In Las Vegas, however, it would appear that policies and procedures considered to be current best professional practice elsewhere have little or no application. The new inquest procedures have been established since the beginning of the year. Why is it taking so long to hold inquests? Ombudsmen have been chosen (for discussion of the lack of wisdom of and likely motivation for that policy, scroll down for Updates 9 and 9.2), and there is apparently nothing else to be done in preparation, so what’s the impediment?
WHAT’S TAKING SO LONG?
One possibility is that Metro is waiting until Assemblyman Hamrick’s bill is passed and takes effect on July 1. At that point, one can argue all they like that pending cases are not included in the law because they took place prior to July 1. In that the US Constitution forbids ex post facto laws, this may indeed be the case, but in Las Vegas, when the DA and Metro speak, who can stand against them? Even if a citizen or the ACLU filed a civil suit, it would likely take years to adjudicate and by then, witnesses will have moved away, even died, memories will have dimmed, and pending cases, like so many other cases in Las Vegas history, will have gone down the Clark County memory hole.

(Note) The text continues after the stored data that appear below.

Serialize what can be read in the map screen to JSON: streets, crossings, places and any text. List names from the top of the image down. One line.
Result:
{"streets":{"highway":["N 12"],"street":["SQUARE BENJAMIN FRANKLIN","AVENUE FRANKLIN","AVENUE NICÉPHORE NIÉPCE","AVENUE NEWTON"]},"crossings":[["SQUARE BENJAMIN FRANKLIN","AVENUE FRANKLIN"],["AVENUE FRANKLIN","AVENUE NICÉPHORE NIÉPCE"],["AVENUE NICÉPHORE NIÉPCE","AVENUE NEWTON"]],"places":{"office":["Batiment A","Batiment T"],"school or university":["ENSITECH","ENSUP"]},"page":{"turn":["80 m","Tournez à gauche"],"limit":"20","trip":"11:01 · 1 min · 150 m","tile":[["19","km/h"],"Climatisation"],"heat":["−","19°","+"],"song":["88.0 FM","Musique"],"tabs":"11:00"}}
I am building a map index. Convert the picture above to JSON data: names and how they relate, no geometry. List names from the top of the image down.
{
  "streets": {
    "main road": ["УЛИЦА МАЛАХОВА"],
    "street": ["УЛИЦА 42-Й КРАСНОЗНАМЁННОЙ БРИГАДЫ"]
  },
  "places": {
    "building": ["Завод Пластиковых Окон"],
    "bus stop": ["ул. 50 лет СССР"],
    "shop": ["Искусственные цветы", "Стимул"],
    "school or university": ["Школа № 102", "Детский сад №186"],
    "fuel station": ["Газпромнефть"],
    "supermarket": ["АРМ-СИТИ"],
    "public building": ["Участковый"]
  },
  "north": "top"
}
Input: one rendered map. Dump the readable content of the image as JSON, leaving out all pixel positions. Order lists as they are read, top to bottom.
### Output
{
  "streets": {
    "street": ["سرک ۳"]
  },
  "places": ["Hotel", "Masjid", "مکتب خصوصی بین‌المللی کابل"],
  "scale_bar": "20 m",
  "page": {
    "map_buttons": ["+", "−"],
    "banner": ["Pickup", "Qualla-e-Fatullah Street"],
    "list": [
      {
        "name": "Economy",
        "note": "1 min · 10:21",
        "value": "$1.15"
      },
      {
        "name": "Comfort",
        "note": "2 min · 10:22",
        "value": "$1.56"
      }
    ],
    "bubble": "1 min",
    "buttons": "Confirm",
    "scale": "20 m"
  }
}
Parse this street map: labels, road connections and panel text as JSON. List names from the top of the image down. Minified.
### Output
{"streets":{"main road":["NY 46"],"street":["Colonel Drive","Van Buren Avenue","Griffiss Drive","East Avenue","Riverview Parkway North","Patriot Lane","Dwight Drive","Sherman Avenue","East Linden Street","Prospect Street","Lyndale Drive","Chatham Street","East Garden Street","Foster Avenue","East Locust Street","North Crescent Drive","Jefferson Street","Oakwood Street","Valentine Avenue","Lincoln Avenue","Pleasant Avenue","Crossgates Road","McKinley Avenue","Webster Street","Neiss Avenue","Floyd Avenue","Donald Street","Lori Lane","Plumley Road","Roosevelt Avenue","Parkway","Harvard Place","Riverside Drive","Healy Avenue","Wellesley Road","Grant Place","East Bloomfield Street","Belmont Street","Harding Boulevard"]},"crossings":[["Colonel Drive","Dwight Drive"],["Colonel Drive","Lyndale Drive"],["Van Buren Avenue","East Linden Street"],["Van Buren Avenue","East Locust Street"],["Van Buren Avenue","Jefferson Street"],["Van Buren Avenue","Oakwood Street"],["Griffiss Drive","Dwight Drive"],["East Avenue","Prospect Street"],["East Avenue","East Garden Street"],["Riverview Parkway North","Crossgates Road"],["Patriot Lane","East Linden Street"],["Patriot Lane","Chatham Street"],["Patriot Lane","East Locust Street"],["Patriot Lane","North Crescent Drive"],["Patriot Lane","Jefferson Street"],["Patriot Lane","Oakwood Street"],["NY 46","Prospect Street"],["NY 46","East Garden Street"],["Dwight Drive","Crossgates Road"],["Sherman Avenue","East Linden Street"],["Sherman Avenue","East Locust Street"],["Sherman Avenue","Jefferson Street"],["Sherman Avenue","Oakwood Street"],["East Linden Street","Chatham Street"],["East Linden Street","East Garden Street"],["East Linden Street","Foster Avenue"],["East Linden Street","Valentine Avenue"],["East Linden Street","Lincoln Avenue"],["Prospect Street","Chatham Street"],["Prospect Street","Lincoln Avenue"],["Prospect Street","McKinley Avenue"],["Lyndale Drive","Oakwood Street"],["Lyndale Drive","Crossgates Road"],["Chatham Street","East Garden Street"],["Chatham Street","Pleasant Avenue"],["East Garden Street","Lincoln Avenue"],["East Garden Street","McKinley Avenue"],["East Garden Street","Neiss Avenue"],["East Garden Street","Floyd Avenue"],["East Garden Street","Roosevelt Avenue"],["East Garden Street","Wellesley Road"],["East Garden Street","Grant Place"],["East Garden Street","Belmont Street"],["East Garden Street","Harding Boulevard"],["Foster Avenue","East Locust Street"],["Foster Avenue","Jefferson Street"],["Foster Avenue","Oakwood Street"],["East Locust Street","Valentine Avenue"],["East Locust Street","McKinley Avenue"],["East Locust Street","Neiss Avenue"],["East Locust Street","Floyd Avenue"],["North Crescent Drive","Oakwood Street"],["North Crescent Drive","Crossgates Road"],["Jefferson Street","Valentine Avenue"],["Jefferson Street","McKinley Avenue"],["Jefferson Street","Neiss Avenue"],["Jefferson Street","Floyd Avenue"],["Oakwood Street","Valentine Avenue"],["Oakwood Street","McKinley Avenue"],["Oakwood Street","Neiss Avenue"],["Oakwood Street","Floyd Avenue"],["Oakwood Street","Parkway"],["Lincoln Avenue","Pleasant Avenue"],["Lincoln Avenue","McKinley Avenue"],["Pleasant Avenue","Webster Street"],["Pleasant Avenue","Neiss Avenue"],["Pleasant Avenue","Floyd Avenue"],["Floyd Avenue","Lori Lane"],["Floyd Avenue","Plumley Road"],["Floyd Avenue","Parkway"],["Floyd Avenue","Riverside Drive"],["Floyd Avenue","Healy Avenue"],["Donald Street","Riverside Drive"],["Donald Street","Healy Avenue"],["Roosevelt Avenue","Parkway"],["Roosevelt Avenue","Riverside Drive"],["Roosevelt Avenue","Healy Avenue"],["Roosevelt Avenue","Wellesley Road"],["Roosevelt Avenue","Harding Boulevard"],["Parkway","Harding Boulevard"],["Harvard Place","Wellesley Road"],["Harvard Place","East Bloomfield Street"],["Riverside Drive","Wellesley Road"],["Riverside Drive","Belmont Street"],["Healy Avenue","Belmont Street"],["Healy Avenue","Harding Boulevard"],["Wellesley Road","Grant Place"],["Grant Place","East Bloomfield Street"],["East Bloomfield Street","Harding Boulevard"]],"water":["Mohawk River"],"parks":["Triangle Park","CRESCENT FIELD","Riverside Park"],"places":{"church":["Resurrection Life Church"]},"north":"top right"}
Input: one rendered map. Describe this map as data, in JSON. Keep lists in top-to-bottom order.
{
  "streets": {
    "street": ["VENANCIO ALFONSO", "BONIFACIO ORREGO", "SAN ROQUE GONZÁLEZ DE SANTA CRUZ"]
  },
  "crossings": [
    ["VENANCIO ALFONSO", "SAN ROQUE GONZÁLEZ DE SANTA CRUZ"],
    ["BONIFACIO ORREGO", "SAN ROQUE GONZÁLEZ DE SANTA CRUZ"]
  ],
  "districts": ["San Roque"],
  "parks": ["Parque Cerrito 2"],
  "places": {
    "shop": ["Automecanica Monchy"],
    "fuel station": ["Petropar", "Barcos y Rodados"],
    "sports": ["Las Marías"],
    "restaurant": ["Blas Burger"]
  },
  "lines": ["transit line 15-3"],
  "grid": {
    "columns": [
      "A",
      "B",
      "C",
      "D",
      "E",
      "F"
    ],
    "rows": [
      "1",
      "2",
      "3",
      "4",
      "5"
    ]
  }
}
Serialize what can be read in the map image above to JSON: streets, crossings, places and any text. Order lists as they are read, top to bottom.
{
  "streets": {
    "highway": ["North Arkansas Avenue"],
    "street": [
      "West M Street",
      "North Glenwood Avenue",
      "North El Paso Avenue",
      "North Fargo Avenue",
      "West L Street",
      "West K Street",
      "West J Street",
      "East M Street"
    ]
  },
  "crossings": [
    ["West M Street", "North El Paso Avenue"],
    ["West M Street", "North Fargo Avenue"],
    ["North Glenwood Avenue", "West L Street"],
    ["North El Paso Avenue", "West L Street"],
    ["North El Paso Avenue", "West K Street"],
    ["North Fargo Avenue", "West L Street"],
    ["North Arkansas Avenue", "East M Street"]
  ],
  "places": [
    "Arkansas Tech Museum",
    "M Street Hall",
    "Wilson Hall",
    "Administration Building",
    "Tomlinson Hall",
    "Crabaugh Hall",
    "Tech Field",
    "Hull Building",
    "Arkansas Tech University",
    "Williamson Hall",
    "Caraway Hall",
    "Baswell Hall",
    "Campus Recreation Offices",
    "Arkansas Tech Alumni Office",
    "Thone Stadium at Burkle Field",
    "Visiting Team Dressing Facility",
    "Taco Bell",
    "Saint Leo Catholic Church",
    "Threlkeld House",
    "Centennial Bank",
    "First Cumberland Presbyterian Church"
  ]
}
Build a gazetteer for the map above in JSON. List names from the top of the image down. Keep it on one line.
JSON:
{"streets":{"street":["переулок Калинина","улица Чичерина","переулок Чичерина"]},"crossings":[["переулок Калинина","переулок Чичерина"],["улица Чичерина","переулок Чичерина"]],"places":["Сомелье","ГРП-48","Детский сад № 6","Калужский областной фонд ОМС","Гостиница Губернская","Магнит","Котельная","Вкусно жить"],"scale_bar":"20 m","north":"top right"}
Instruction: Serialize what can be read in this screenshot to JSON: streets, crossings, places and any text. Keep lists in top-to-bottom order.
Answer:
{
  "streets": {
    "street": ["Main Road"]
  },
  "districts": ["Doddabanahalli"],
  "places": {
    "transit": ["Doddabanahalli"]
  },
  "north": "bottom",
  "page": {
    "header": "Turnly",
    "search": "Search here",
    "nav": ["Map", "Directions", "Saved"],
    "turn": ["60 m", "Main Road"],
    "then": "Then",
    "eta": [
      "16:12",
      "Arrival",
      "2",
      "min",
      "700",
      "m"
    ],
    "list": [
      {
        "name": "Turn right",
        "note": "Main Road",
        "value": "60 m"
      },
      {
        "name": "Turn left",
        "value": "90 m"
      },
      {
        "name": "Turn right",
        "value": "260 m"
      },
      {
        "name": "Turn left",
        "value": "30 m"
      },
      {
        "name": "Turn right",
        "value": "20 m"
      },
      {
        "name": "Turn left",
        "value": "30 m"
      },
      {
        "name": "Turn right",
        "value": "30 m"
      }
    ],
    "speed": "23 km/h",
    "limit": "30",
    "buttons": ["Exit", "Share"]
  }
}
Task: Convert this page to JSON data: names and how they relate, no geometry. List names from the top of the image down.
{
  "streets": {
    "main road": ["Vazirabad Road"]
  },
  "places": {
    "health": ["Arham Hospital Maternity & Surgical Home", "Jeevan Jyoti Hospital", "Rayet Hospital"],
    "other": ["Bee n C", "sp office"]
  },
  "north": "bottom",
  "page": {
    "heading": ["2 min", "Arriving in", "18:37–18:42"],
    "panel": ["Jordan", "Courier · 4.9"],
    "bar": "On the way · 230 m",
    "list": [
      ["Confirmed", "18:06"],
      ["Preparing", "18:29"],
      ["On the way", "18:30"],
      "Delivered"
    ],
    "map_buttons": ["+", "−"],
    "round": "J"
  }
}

Absent that, the primary impediment would appear to be the Metro officer’s union and the lack of an effective, professional response by Sheriff Gillespie, the Clark County Commission and the courts. To what should they respond? I’ve gone into this in significant detail in Updates 9 and 9.2, but to recap:
An integral part of every police officer’s duty is to write complete, factual and honest reports about their official actions and to testify, as often as necessary and in as many different venues as necessary, about those actions. Officers are also expected to cooperate fully in all investigations conducted by their agencies. There is nothing unusual in any of this, any more than expecting fire fighters to participate in all aspects of fighting fires and cleaning and maintaining their equipment afterward would be considered unusual. Suggesting, as Collins has repeatedly done, that police officers are being somehow abused by being required to do this basic, fundamental aspect of their duties is simply wrong, and if Collins, knowing it is wrong persists, deceptive and outrageous.
As I’ve previously noted, police officers retain their full constitutional rights, and may, if they consider it necessary, retain an attorney and even invoke their Fifth Amendment right against self-incrimination if they wish, but none of this absolves them of their duty or protects them from punishment for failing to do it.
Nevada law assumes that officers will cooperate in internal investigations and allows their agencies to charge them with insubordination if they refuse. Insubordination is most commonly defined as refusal to obey lawful orders, and officers may be disciplined for insubordination relating to any aspect of their duties. Sheriff Gillespie certainly understands this, yet appears to be abiding insubordination.
What’s at stake is who--if anyone--is in charge of the Metro Police, and whether the Las Vegas Criminal Justice system can function as designed or whether it will be controlled by special interests, in this case, the Metro Police and their union.
WHAT SHOULD HAVE ALREADY HAPPENED:
The day after the Union announced its mutiny against the lawful authority granted the Sheriff by the public, Sheriff Gillespie should have announced, to the public and in writing to every officer, to be read by every shift and division commander to their officers, the following:
(1) That every employee of Metro is expected to fully cooperate with official investigations, and is ordered to do so.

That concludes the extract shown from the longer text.